> _ASSIGNMENT_
All that is wanted is the exact lines from the first line of the data below through the line with "function strokePath(path, color, width, dash)", both ends included, with pictures omitted.

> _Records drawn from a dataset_
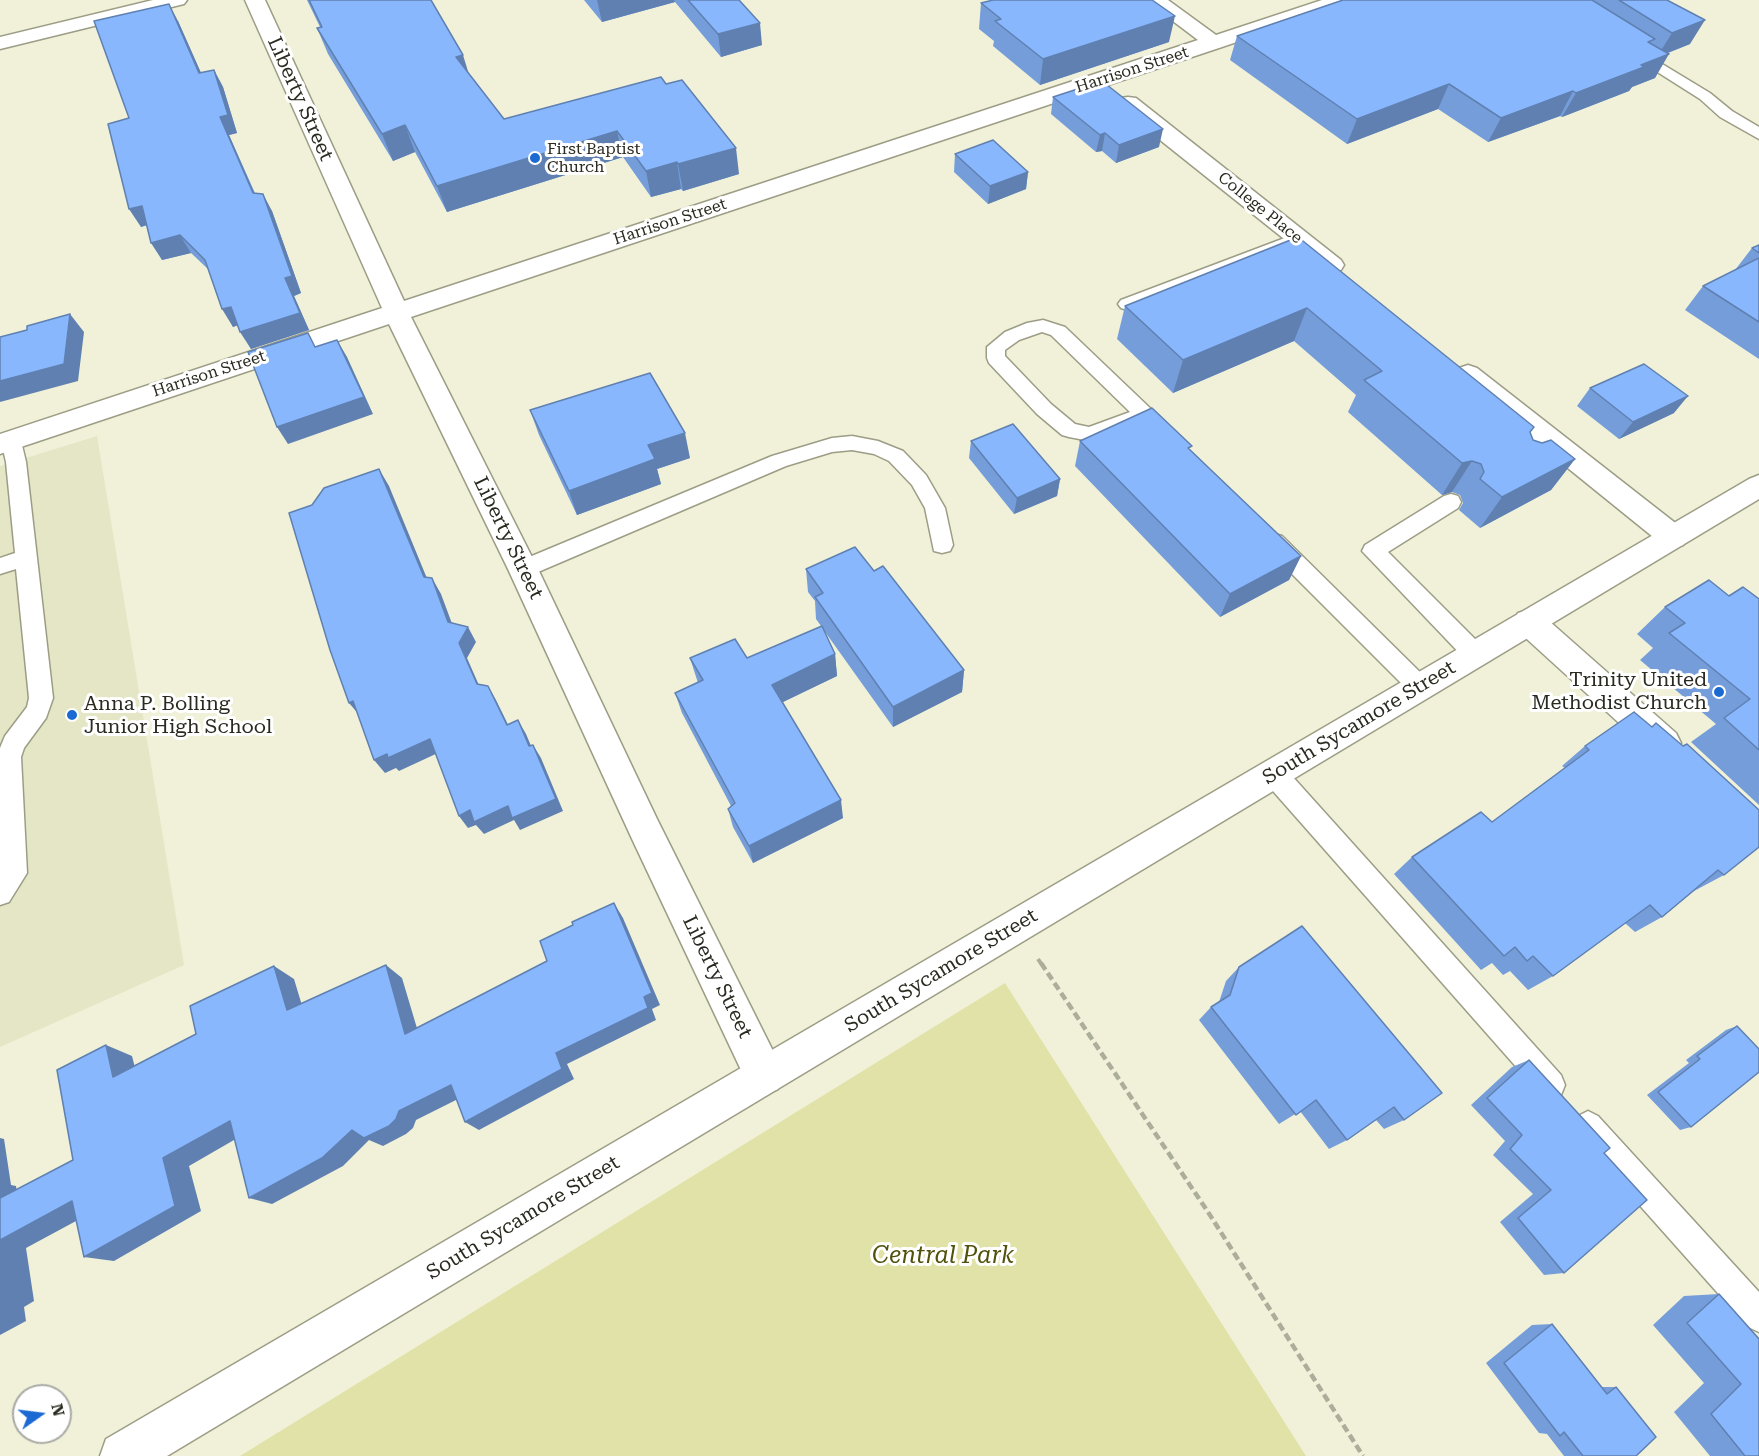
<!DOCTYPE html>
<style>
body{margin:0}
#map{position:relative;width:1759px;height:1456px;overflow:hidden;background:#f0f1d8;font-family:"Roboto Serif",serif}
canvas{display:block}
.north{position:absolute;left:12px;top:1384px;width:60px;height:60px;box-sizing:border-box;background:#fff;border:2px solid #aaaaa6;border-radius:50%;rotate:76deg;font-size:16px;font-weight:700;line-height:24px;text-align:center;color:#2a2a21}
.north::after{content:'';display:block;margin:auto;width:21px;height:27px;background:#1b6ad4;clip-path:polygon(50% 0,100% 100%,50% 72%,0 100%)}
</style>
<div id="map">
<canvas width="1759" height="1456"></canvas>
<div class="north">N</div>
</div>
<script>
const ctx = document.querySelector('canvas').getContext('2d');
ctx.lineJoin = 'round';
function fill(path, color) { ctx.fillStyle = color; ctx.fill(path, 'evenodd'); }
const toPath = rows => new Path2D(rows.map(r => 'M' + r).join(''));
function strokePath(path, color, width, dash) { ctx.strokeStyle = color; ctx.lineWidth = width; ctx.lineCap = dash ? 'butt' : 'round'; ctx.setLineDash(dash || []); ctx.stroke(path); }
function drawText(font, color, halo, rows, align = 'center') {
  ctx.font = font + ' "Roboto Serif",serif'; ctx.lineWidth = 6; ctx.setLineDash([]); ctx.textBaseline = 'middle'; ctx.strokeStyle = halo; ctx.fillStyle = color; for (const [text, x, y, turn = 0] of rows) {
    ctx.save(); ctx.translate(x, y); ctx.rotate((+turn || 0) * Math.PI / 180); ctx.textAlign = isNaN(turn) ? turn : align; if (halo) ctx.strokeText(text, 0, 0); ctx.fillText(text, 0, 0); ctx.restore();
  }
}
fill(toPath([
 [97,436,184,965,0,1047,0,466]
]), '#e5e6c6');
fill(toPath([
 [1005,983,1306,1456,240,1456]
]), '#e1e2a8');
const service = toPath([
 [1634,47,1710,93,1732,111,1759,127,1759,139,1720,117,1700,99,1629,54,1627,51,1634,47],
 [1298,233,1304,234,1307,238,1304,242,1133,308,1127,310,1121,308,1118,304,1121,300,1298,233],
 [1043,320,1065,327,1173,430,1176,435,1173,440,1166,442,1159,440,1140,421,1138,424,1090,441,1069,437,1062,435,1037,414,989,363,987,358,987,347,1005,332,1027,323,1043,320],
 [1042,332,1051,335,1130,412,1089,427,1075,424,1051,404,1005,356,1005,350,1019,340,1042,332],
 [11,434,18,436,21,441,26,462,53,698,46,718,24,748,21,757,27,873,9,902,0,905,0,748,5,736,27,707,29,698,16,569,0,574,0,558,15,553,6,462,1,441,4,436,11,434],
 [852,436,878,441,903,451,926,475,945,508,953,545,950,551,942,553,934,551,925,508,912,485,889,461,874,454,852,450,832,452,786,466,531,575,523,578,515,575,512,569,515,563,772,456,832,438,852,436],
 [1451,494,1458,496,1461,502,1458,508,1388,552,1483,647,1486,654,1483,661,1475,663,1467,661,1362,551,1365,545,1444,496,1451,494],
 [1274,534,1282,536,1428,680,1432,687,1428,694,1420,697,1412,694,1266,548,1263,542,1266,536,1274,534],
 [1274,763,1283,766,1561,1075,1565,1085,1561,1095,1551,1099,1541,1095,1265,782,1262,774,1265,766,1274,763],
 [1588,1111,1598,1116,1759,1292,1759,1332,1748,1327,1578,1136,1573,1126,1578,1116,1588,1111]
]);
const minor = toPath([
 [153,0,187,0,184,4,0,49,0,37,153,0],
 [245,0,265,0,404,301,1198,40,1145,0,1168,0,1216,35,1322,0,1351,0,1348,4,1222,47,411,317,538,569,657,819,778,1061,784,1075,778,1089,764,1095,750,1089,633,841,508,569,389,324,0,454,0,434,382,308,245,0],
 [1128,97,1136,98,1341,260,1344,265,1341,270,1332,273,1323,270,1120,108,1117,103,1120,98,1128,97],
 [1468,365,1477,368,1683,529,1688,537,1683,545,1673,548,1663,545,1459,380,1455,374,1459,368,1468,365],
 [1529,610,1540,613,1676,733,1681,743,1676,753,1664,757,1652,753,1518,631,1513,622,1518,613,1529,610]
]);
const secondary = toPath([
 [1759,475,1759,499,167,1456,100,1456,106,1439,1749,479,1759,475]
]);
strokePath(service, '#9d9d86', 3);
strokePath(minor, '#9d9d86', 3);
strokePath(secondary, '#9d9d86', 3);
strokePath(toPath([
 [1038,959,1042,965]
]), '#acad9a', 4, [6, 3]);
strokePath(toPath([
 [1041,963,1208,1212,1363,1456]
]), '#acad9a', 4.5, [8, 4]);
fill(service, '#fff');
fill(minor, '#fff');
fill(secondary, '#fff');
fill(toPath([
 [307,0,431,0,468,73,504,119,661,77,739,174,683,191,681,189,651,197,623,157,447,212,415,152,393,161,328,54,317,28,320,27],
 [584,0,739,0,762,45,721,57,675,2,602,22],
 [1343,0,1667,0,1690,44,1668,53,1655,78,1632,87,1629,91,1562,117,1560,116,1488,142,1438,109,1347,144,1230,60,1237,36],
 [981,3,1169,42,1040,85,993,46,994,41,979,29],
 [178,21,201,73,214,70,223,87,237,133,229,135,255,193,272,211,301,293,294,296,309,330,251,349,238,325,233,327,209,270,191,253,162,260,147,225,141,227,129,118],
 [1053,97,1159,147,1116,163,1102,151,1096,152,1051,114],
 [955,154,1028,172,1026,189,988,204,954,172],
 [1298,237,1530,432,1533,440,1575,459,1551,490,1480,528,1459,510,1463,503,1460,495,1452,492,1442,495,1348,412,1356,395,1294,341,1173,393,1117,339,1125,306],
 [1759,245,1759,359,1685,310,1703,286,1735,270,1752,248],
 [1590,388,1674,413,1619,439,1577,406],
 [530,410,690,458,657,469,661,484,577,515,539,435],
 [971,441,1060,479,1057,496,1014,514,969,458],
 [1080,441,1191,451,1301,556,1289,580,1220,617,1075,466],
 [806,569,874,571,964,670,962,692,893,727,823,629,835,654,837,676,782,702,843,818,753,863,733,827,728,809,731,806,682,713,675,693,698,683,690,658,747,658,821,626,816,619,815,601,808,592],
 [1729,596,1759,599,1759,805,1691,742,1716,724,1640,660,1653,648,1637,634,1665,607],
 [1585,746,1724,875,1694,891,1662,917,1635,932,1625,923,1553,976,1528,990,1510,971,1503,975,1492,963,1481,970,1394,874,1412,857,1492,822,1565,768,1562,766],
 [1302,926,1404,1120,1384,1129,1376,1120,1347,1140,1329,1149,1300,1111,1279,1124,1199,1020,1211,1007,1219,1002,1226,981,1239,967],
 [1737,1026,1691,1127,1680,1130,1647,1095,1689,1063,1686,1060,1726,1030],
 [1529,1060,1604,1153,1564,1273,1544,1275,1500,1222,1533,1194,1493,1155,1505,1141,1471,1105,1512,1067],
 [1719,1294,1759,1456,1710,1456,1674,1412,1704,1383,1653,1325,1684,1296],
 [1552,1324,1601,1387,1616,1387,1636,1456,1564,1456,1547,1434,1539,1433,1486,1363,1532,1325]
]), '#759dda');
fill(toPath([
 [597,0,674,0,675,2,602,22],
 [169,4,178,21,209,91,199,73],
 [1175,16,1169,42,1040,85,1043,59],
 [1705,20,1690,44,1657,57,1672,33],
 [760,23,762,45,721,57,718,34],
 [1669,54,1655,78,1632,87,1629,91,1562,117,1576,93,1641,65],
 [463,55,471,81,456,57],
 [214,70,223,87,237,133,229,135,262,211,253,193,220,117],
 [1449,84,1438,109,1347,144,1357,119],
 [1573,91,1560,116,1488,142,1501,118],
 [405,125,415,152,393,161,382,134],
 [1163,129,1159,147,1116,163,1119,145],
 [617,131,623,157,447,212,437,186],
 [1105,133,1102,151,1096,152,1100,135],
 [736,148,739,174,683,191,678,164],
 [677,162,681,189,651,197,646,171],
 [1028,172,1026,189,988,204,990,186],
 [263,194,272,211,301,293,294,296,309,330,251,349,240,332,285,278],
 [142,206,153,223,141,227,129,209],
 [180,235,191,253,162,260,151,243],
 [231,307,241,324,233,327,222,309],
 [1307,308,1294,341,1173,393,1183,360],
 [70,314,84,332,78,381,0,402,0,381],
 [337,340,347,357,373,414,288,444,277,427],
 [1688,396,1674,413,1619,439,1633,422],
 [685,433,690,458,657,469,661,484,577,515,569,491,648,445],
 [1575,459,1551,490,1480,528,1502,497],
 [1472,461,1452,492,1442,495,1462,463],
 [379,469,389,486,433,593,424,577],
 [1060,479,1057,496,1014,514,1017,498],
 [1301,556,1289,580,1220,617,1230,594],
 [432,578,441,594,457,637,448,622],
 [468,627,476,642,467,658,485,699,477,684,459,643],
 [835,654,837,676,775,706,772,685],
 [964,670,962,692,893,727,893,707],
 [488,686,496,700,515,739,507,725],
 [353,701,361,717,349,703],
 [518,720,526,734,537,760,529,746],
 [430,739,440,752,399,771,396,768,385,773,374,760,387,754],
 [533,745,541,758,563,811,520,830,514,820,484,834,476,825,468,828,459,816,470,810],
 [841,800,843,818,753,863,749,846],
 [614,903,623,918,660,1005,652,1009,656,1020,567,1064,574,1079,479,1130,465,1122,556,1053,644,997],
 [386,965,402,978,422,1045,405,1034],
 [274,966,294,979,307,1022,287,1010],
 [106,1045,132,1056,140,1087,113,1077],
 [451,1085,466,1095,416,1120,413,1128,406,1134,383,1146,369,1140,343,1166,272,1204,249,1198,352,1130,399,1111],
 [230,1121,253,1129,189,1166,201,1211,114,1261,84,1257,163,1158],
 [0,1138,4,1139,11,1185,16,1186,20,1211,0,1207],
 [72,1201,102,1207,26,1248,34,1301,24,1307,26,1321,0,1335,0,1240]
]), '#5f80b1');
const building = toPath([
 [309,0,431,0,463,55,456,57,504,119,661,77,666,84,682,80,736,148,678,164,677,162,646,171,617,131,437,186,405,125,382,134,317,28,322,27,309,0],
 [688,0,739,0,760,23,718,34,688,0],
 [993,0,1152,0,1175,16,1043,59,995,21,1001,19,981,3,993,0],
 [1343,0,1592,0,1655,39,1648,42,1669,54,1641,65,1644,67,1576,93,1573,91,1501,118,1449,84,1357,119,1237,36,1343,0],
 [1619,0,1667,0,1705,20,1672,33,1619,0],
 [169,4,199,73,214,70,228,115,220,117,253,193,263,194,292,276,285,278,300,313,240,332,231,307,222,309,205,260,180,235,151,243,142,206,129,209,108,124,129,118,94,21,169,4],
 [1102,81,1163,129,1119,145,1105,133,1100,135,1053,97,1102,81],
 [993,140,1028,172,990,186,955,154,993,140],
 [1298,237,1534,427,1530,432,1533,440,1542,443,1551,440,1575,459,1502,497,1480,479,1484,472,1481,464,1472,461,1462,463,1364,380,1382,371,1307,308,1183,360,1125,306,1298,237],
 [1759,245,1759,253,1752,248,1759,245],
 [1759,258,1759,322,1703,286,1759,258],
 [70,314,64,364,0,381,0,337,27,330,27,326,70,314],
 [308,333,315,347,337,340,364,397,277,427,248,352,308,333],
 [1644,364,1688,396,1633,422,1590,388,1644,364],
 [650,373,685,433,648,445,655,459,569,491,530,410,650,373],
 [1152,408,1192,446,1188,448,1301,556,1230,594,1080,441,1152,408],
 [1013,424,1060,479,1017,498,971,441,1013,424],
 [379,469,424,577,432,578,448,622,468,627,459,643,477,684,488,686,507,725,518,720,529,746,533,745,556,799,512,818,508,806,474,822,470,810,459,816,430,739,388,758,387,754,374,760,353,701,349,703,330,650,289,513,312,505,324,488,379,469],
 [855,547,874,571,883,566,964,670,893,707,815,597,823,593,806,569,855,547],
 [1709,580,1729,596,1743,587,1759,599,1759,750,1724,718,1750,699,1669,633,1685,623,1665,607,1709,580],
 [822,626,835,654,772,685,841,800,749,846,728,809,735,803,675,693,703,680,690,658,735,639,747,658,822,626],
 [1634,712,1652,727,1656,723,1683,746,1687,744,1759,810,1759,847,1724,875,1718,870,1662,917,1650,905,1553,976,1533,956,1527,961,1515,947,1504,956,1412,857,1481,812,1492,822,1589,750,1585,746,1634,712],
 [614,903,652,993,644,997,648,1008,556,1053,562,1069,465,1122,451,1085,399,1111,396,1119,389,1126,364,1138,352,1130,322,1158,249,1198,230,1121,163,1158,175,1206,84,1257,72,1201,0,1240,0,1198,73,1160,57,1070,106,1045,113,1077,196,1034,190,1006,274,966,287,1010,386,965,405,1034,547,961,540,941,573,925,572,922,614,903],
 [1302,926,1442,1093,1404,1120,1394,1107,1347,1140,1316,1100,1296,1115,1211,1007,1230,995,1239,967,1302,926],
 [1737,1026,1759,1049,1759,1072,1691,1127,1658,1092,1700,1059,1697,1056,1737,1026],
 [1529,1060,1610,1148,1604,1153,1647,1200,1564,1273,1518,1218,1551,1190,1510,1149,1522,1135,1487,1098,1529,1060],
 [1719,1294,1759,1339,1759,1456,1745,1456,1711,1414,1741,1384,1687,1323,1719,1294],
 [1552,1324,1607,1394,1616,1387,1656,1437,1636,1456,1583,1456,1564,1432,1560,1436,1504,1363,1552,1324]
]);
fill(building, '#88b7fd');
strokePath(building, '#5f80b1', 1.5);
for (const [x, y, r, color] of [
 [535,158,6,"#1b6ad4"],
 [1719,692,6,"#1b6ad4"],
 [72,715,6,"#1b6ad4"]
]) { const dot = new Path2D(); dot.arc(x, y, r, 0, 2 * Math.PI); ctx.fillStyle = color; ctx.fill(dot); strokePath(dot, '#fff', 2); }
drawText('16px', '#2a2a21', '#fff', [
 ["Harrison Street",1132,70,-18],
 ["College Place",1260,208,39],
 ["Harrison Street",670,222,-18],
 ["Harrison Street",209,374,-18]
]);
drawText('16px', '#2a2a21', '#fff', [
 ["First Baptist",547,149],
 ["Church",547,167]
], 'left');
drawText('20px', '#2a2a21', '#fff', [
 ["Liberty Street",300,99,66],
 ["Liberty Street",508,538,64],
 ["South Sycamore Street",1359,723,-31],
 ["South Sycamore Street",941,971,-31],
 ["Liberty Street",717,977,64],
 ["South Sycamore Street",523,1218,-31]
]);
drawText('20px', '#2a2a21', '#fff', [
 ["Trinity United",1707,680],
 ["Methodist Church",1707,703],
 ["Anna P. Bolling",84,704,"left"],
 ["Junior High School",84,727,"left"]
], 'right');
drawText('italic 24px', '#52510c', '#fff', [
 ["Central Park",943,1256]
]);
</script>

> _ANSWER SPACE_
<!DOCTYPE html>
<style>
body{margin:0}
#map{position:relative;width:1759px;height:1456px;overflow:hidden;background:#f0f1d8;font-family:"Roboto Serif",serif}
canvas{display:block}
.north{position:absolute;left:12px;top:1384px;width:60px;height:60px;box-sizing:border-box;background:#fff;border:2px solid #aaaaa6;border-radius:50%;rotate:76deg;font-size:16px;font-weight:700;line-height:24px;text-align:center;color:#2a2a21}
.north::after{content:'';display:block;margin:auto;width:21px;height:27px;background:#1b6ad4;clip-path:polygon(50% 0,100% 100%,50% 72%,0 100%)}
</style>
<div id="map">
<canvas width="1759" height="1456"></canvas>
<div class="north">N</div>
</div>
<script>
const ctx = document.querySelector('canvas').getContext('2d');
ctx.lineJoin = 'round';
function fill(path, color) { ctx.fillStyle = color; ctx.fill(path, 'evenodd'); }
const toPath = rows => new Path2D(rows.map(r => 'M' + r).join(''));
function strokePath(path, color, width, dash) { ctx.strokeStyle = color; ctx.lineWidth = width; ctx.lineCap = dash ? 'butt' : 'round'; ctx.setLineDash(dash || []); ctx.stroke(path); }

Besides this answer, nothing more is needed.